Gaming heeft daarnaast een positief effect op besluitvormingsprocessen, teamprestatie, psychologische veiligheid, bevlogenheid en cohesie. Tijdens gaming – met name in groepsgames – gaan de spelers namelijk in dialoog en werken samen om het uiteindelijke resultaat te behalen.

Doen en volhouden (bekrachtigen)

Zoals al eerder in dit artikel aangegeven, wordt openstaan gezien als een voorwaarde voor begrijpen, willen en kunnen. De laatste drie begrippen hebben een nevengeschikt karakter in het model. Als u aan deze voorwaarden onvoldoende aandacht besteedt, zal het werkelijk gaan doen en uiteindelijk het bekrachtigen vroegtijdig mislukken.

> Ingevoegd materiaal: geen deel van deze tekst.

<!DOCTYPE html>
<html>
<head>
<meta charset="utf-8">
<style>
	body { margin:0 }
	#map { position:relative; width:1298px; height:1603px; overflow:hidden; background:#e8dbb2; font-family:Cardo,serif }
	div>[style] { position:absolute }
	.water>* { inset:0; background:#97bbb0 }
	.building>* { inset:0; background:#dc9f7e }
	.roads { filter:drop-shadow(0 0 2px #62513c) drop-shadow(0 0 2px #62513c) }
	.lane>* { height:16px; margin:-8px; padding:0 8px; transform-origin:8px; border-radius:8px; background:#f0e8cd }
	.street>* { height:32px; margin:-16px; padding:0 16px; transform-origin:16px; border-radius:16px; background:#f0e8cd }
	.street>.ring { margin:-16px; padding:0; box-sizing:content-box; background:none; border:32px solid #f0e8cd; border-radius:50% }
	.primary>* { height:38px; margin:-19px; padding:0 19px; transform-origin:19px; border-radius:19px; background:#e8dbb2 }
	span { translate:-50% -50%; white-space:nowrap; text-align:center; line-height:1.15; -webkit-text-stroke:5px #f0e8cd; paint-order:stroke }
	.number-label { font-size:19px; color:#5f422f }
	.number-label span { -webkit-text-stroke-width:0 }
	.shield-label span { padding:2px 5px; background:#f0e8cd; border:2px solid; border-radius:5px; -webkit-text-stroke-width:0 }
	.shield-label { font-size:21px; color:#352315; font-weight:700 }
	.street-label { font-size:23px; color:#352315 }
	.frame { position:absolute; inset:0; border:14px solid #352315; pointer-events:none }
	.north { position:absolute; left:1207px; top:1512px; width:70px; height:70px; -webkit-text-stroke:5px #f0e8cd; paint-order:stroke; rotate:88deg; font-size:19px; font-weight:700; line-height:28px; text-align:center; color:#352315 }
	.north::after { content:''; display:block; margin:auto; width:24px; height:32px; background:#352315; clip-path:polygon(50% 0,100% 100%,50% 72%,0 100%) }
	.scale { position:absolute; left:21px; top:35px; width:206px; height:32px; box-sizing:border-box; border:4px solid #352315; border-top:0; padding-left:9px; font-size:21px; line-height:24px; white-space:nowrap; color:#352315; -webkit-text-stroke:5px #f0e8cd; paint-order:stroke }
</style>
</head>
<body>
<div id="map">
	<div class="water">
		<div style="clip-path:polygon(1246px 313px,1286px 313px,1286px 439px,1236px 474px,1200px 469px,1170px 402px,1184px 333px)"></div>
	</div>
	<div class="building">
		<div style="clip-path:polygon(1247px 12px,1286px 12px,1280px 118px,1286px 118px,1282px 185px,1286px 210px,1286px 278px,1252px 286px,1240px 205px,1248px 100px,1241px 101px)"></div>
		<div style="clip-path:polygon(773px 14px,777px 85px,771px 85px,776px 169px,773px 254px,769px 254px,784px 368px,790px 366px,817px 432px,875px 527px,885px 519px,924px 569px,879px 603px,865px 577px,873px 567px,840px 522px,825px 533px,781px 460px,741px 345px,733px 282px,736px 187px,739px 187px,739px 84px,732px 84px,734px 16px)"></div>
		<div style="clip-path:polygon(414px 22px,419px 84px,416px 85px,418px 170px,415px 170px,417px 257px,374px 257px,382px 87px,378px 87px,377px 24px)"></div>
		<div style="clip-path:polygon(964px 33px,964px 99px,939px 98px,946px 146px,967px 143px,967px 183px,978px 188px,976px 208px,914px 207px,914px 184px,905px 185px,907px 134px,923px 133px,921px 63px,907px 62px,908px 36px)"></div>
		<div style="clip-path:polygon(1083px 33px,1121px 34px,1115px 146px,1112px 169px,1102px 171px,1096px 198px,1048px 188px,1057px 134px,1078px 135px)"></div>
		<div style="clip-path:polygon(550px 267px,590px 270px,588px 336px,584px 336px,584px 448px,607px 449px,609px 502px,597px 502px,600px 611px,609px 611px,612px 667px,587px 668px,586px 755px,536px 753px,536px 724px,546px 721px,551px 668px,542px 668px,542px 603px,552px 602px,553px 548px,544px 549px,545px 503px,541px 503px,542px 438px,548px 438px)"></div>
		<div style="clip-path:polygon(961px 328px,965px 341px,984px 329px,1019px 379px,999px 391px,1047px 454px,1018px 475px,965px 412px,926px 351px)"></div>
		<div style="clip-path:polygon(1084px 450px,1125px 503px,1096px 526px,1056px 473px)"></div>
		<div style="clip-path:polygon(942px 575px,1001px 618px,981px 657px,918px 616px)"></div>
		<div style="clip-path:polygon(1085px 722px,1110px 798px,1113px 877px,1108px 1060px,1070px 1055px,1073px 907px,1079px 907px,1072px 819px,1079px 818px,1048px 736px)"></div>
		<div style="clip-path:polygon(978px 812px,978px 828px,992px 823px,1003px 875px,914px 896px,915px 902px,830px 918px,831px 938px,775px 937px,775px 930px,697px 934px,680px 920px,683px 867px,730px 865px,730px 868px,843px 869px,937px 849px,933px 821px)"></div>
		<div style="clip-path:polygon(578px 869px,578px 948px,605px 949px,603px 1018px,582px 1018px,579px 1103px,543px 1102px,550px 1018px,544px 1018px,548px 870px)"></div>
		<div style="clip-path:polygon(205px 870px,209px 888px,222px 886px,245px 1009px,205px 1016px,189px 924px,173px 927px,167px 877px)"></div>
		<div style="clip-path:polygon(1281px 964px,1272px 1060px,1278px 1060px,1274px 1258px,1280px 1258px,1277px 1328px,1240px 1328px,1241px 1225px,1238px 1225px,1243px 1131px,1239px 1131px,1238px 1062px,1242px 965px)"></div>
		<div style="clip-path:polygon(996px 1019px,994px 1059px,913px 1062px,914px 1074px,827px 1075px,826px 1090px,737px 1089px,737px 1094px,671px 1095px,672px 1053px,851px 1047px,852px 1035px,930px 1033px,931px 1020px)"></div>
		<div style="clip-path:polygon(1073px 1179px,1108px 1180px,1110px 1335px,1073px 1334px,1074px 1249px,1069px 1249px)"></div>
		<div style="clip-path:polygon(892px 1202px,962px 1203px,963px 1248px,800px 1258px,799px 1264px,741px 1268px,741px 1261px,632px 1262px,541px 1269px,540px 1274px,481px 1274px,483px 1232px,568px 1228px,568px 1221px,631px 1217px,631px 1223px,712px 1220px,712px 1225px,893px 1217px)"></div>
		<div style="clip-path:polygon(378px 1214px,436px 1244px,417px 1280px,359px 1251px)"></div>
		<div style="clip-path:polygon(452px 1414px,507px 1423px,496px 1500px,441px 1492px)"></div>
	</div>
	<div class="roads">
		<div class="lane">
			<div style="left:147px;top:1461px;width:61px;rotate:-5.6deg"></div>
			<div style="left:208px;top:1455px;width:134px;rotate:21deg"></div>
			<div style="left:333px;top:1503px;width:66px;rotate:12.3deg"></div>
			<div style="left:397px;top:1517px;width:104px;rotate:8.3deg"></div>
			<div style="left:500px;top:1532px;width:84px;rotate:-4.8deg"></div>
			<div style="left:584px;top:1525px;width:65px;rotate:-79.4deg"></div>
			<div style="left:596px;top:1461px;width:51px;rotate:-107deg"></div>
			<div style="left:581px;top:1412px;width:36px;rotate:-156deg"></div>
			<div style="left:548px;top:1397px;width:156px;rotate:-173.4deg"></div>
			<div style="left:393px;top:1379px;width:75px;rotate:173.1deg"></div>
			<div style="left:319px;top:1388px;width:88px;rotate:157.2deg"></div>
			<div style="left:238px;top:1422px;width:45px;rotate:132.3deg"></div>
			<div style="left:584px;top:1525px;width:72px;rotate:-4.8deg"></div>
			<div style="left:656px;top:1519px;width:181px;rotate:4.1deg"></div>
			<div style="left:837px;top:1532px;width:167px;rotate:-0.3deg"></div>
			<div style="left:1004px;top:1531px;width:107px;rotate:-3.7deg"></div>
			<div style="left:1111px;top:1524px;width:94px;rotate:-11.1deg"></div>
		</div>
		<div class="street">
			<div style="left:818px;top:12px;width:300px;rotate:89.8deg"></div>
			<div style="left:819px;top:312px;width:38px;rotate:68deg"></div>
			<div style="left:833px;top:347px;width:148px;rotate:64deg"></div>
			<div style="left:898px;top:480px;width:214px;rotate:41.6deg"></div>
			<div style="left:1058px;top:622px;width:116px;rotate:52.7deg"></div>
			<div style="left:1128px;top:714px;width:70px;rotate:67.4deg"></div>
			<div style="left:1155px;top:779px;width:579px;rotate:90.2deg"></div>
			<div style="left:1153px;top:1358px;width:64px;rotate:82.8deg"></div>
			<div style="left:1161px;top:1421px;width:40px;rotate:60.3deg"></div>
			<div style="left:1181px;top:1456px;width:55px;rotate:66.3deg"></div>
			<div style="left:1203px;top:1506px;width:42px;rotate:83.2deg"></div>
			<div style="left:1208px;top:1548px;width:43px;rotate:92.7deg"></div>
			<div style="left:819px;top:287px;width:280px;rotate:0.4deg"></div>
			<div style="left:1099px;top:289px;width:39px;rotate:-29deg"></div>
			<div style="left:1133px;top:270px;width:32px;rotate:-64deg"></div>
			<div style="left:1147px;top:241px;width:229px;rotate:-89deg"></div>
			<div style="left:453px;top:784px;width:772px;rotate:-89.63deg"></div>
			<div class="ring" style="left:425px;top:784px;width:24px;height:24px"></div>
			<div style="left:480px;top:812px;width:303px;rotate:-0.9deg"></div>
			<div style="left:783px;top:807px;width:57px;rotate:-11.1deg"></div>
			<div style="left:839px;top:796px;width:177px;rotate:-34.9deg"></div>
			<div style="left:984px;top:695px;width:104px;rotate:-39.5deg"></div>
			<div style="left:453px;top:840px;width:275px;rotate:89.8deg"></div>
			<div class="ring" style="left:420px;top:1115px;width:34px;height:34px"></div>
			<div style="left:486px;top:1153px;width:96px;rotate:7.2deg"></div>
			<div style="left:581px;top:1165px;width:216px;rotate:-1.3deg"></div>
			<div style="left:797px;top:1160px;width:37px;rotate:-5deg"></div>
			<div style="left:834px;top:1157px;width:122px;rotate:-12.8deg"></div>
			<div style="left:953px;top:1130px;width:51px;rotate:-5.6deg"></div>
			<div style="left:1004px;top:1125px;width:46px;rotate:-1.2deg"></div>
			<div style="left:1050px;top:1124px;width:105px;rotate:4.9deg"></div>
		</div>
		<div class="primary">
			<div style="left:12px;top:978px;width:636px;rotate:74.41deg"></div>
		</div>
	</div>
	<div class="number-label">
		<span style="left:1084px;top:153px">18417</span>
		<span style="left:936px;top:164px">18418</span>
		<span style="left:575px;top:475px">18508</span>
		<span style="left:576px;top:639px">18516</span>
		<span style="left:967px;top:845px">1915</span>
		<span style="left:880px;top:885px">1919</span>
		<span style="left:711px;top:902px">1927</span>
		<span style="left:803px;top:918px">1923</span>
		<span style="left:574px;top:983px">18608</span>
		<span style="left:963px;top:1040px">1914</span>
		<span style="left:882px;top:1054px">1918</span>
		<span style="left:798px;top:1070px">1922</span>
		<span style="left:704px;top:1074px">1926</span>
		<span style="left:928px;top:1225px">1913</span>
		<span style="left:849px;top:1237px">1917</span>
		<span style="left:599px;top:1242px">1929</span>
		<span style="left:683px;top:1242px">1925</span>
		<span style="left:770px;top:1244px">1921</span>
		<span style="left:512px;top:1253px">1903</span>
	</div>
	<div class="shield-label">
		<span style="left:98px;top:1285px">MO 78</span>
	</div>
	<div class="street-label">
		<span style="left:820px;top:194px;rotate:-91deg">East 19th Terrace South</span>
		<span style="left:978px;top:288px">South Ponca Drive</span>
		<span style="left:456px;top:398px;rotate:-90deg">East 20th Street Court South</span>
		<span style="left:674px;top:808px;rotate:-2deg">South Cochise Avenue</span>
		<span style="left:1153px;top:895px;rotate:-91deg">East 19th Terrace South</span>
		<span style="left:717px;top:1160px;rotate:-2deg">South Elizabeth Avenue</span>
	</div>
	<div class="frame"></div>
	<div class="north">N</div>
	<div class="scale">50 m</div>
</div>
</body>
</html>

Bij het gaan doen is de kans groot dat er nog onvoorziene praktische problemen opdoemen die u moet overwinnen voordat u het nieuwe gedrag kunt bekrachtigen. Bekrachtiging is te vertalen in het gedrag dat in werkpatronen worden geweven; het ‘DNA van de organisatie’. Dit houdt in, dat je het nieuwe gedrag kunt volhouden op het moment dat je positieve resultaten ziet, of dat je wordt beloond voor het getoonde gewenste gedrag, zie het volgende praktijkvoorbeeld

Praktijkvoorbeeld

Tijdens mijn workshop “De rol van de verandermanagement bij gedragsverandering” gaf een van de deelnemers het volgende voorbeeld: “De organisatie wilde dat alle medewerkers meer bijna-ongevallen ging melden om hier van te leren en ongevallen in de toekomst te voorkomen. Door een goede communicatiecampagne werd iedereen enthousiast om dit te gaan doen. Het aantal nieuwe meldingen overtrof ieders verwachting. Echter door het grote succes konden wij als KAM-afdeling geen gehoor geven aan alle meldingen. Dit leidde ertoe dat men binnen korte tijd weer in het ‘oude gedrag’ verviel.

Zonder nu op details in te gaan, lijkt het er op dat – uitgaande van het model van Balm – medewerkers openstonden voor nieuw gedrag. De medewerkers begrepen wat het nieuwe gedrag hen zou brengen (een veilige en gezonde werkomgeving), waardoor ze gehoor wilde geven aan het nieuwe gedrag. Er was een goede manier gevonden om de bijna-ongevallen te melden, wat leidde tot het nieuwe gedrag.

Maar, doordat de organisatie onvoldoende was voorbereid op het succes van deze campagne, kon men hierop niet adequaat anticiperen (extra inzetten van mankracht). En omdat er niet adequaat gereageerd werd op de gemelde bijna-ongevallen, werden de verwachtingen van de ‘klokkenluiders’ niet waargemaakt (komen tot een veilige en gezonde werkomgeving).

Bij de fase doen (niet adequaat reageren) en bekrachtiging (medewerkers kregen niet wat ze door het tonen van nieuw gedrag verwachten te krijgen), ging het in dit geval niet goed. Het leidde tot terugval in het oude gedrag.

In dit artikel geef aan de hand van de zes stappen van het model van Balm inzicht in hoe u duurzame gedragsverandering kunt realiseren. Ook voor dit model geldt dat het succes afhangt van het type interventie dat u inzet, eventueel afgestemd op een of meerdere fases uit het model.